What the task asks: Pick out each line of the records that includes the string "read", and copy it.

Input records:

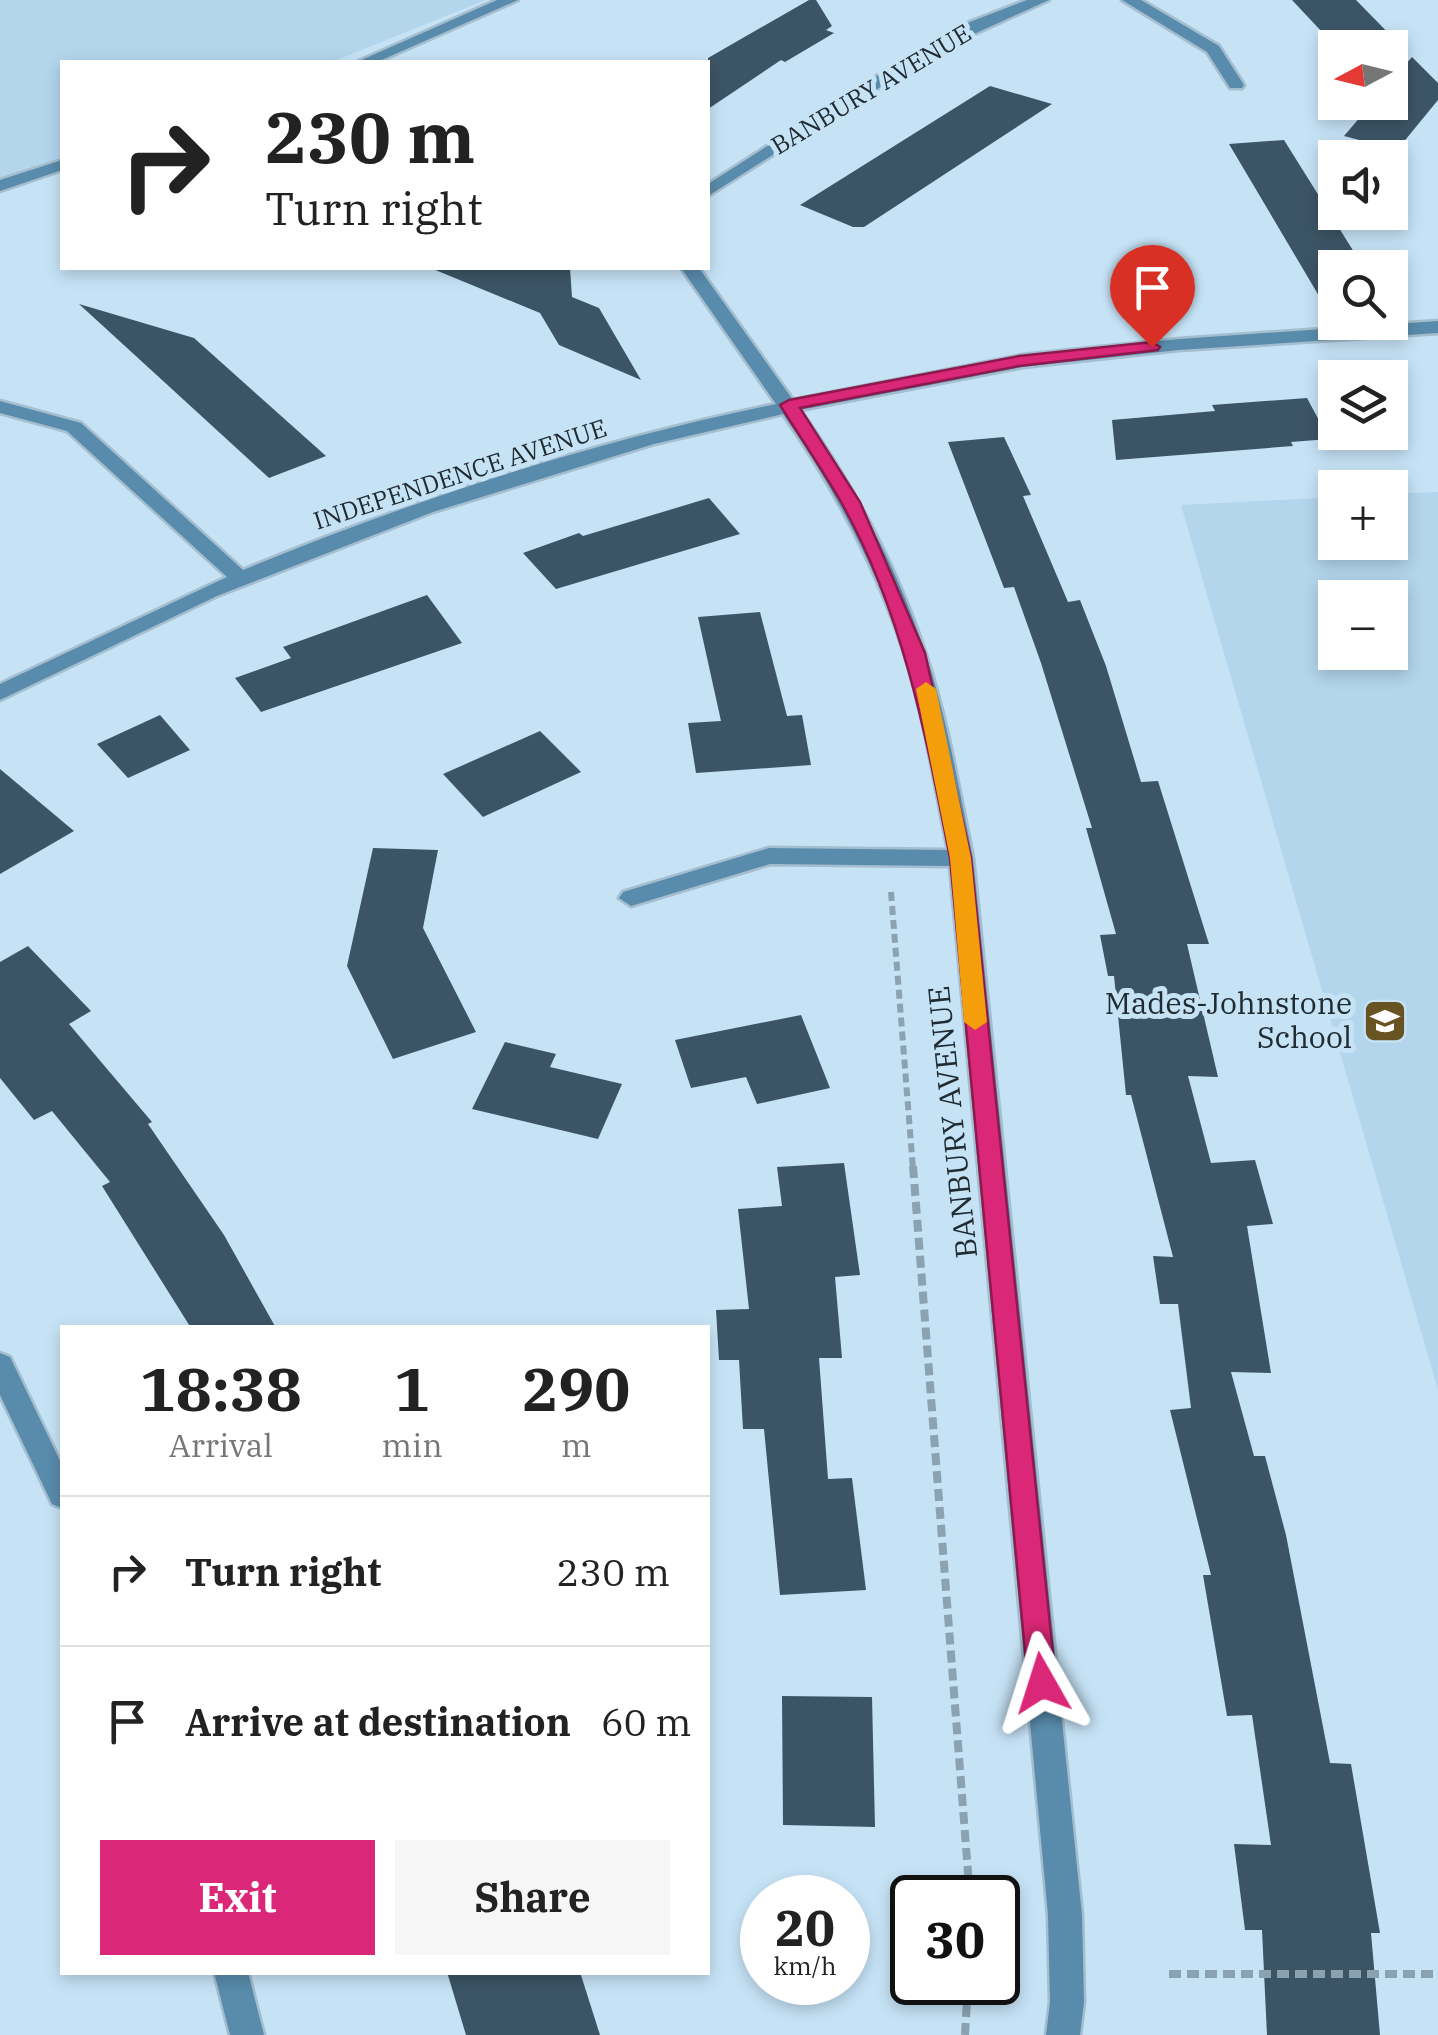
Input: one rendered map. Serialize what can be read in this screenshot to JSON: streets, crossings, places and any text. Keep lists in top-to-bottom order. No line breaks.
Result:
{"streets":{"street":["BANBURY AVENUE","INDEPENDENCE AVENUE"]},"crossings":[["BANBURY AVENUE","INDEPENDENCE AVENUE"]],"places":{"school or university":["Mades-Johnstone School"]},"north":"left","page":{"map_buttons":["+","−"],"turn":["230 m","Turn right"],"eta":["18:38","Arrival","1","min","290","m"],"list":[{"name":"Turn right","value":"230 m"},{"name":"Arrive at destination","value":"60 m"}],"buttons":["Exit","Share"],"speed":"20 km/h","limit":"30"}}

--

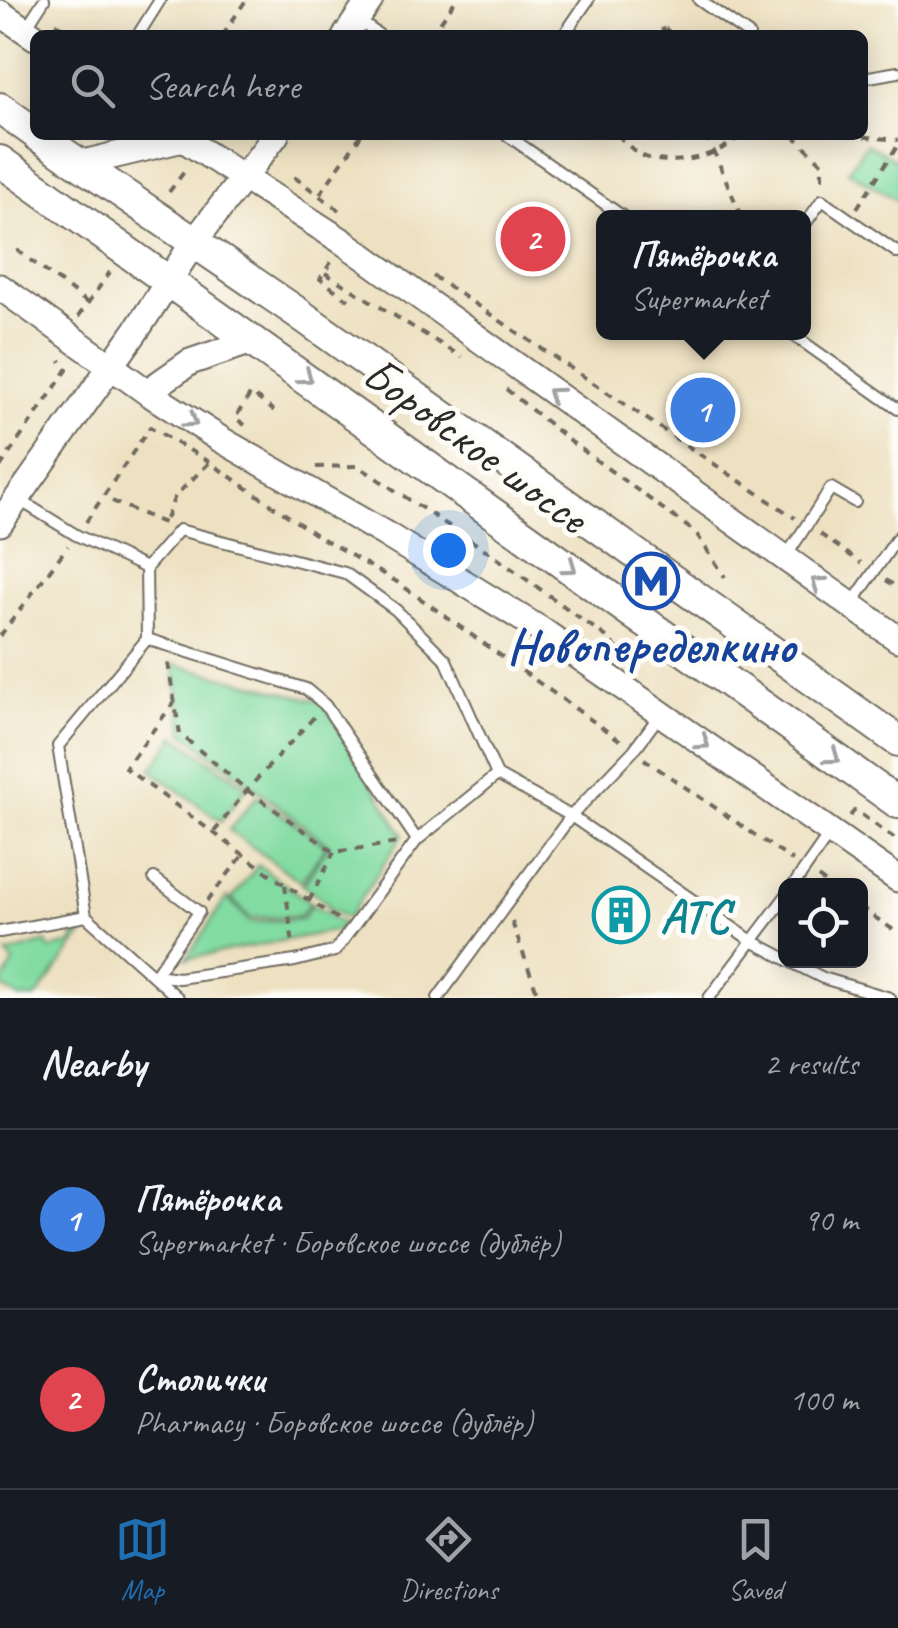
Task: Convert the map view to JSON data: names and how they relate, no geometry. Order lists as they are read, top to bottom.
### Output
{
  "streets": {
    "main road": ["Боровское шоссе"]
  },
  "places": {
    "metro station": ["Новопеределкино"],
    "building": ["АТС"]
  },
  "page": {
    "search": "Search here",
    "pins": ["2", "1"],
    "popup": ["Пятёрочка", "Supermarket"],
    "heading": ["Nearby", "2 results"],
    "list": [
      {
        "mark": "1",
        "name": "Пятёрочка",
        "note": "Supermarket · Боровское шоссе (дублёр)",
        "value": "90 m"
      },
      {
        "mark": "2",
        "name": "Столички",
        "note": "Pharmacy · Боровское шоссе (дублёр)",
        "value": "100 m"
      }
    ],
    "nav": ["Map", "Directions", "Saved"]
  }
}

--

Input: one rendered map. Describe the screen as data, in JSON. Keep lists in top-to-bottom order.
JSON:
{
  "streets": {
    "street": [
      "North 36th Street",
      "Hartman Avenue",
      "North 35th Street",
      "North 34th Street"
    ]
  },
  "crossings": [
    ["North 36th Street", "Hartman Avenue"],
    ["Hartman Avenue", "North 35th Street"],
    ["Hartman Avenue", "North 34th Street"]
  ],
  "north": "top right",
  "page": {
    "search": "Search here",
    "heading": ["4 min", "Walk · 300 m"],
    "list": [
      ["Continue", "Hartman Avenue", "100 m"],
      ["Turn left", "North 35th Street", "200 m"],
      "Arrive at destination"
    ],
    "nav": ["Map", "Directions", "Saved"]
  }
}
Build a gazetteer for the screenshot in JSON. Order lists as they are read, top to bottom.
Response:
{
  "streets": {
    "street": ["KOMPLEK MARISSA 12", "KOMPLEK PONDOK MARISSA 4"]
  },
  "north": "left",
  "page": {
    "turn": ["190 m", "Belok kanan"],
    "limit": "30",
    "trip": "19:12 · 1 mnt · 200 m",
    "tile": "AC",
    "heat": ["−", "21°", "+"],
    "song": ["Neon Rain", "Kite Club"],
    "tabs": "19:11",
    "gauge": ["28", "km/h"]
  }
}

Exercise answer:
Input: one rendered map. Serialize what can be read in this screenshot to JSON: streets, crossings, places and any text. Keep lists in top-to-bottom order. No line breaks.
Task: Convert the map view to JSON data: names and how they relate, no geometry. Order lists as they are read, top to bottom.
Build a gazetteer for the screenshot in JSON. Order lists as they are read, top to bottom.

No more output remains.